◆ **Activity**
An exact copy of the data below is needed; please leave out any pictures.

◆ **Provided information**

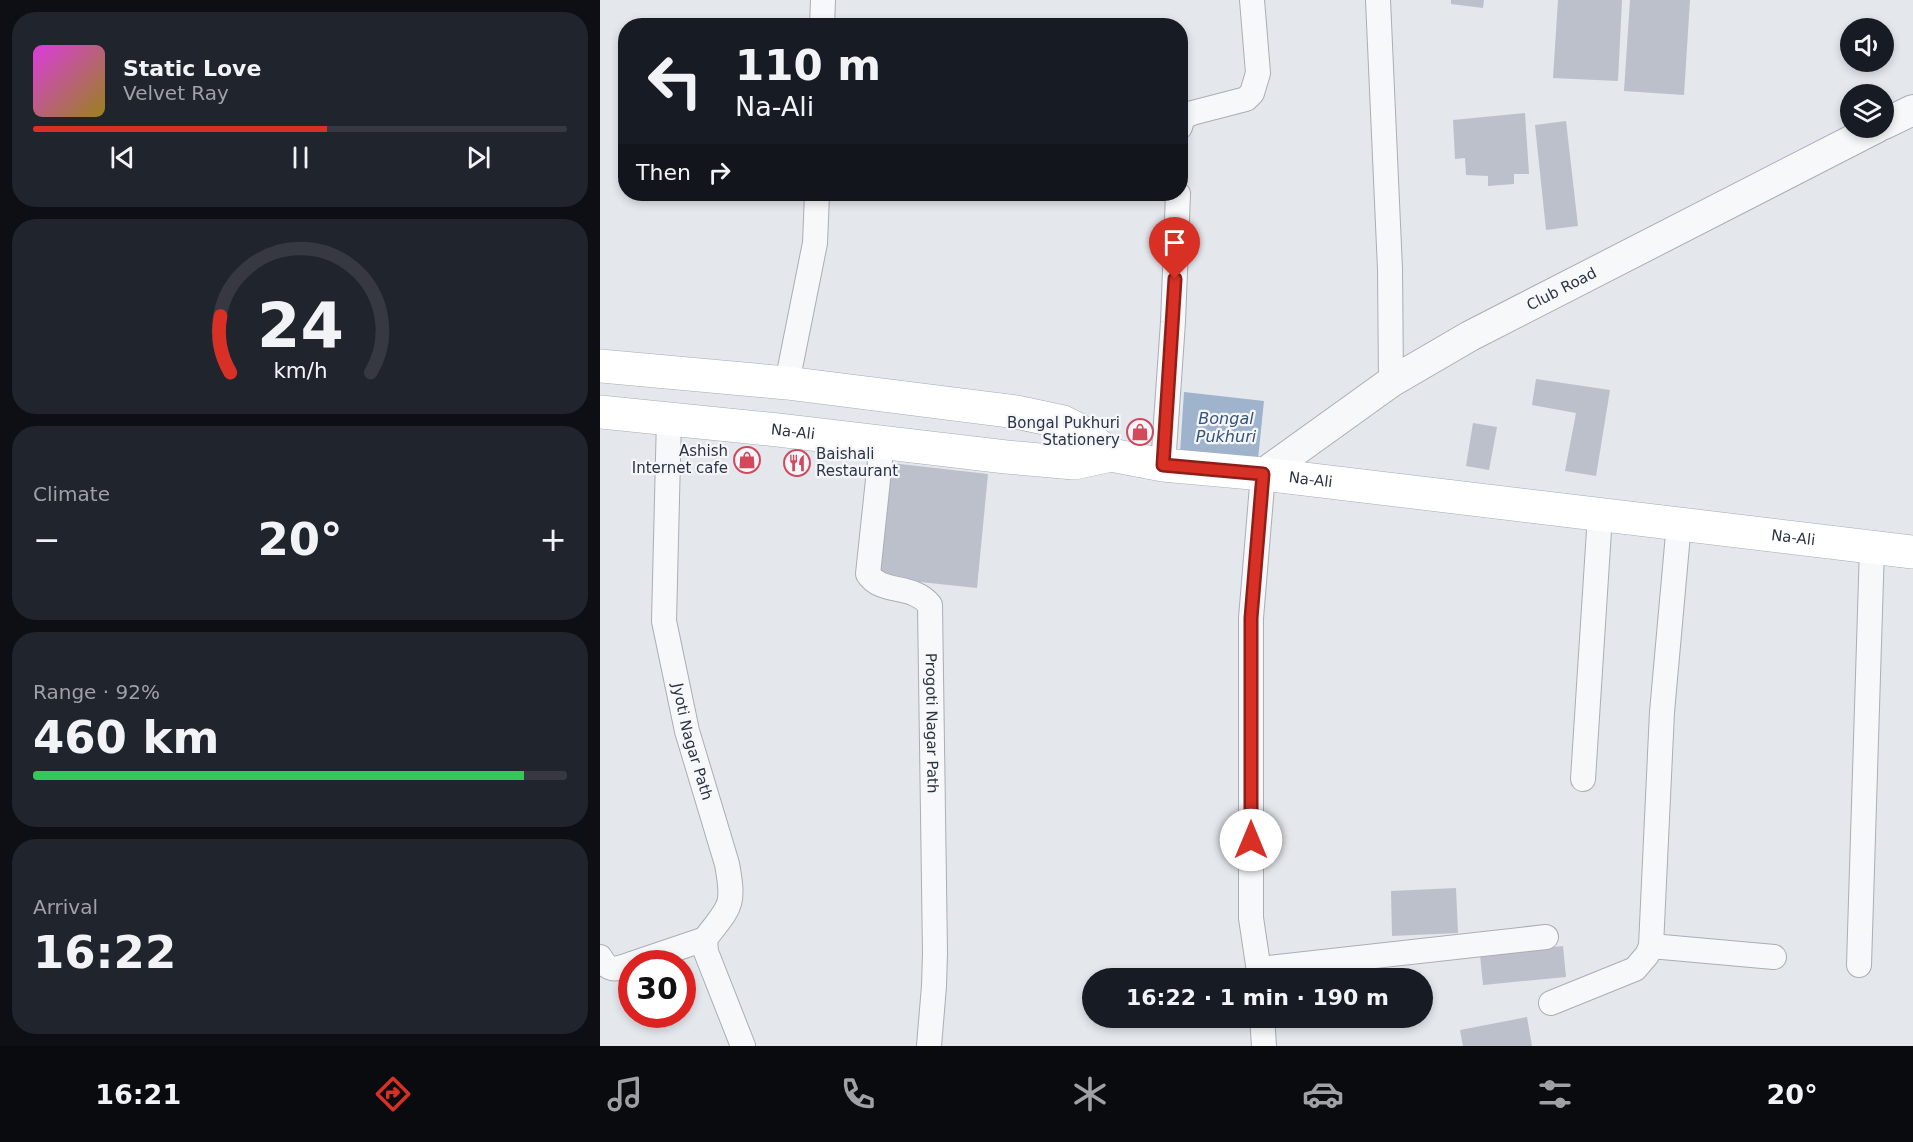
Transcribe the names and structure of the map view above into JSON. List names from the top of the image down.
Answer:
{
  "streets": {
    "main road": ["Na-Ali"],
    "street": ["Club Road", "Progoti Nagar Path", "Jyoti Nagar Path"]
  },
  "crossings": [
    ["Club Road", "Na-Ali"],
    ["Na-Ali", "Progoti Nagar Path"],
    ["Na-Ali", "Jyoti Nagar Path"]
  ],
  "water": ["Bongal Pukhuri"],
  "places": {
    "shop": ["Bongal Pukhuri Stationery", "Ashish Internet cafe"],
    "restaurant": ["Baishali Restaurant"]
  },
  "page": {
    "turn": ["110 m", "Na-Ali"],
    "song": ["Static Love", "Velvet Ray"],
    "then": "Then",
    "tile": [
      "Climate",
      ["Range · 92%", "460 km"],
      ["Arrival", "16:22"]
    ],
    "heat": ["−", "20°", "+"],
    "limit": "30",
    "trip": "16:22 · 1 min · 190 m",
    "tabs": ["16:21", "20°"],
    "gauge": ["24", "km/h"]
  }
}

◆ **Response to the exercise**
Transcribe the names and structure of the map view above into JSON. List names from the top of the image down.
Answer:
{
  "streets": {
    "main road": ["Na-Ali"],
    "street": ["Club Road", "Progoti Nagar Path", "Jyoti Nagar Path"]
  },
  "crossings": [
    ["Club Road", "Na-Ali"],
    ["Na-Ali", "Progoti Nagar Path"],
    ["Na-Ali", "Jyoti Nagar Path"]
  ],
  "water": ["Bongal Pukhuri"],
  "places": {
    "shop": ["Bongal Pukhuri Stationery", "Ashish Internet cafe"],
    "restaurant": ["Baishali Restaurant"]
  },
  "page": {
    "turn": ["110 m", "Na-Ali"],
    "song": ["Static Love", "Velvet Ray"],
    "then": "Then",
    "tile": [
      "Climate",
      ["Range · 92%", "460 km"],
      ["Arrival", "16:22"]
    ],
    "heat": ["−", "20°", "+"],
    "limit": "30",
    "trip": "16:22 · 1 min · 190 m",
    "tabs": ["16:21", "20°"],
    "gauge": ["24", "km/h"]
  }
}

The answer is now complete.